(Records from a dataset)

┄┄┄┄┄┄┄┄┄┄┄┄┄┄┄┄┄┄┄┄

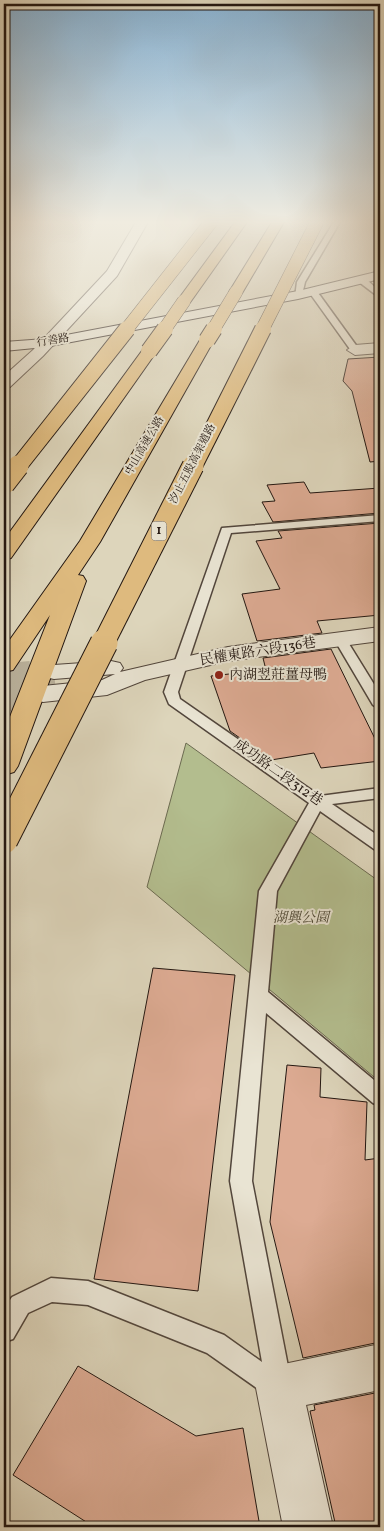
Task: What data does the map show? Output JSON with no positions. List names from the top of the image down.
{
  "streets": {
    "highway": ["中山高速公路", "汐止五股高架道路", "1"],
    "street": ["行善路", "民權東路六段136巷"],
    "lane": ["成功路二段312巷"]
  },
  "crossings": [
    ["民權東路六段136巷", "成功路二段312巷"]
  ],
  "parks": ["湖興公園"],
  "places": ["內湖翌莊薑母鴨"]
}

┄┄┄┄┄┄┄┄┄┄┄┄┄┄┄┄┄┄┄┄

The reply should reproduce every entry above word for word and contain no pictures.

Task: What data does the map show? Output JSON with no positions. List names from the top of the image down.
{
  "streets": {
    "highway": ["中山高速公路", "汐止五股高架道路", "1"],
    "street": ["行善路", "民權東路六段136巷"],
    "lane": ["成功路二段312巷"]
  },
  "crossings": [
    ["民權東路六段136巷", "成功路二段312巷"]
  ],
  "parks": ["湖興公園"],
  "places": ["內湖翌莊薑母鴨"]
}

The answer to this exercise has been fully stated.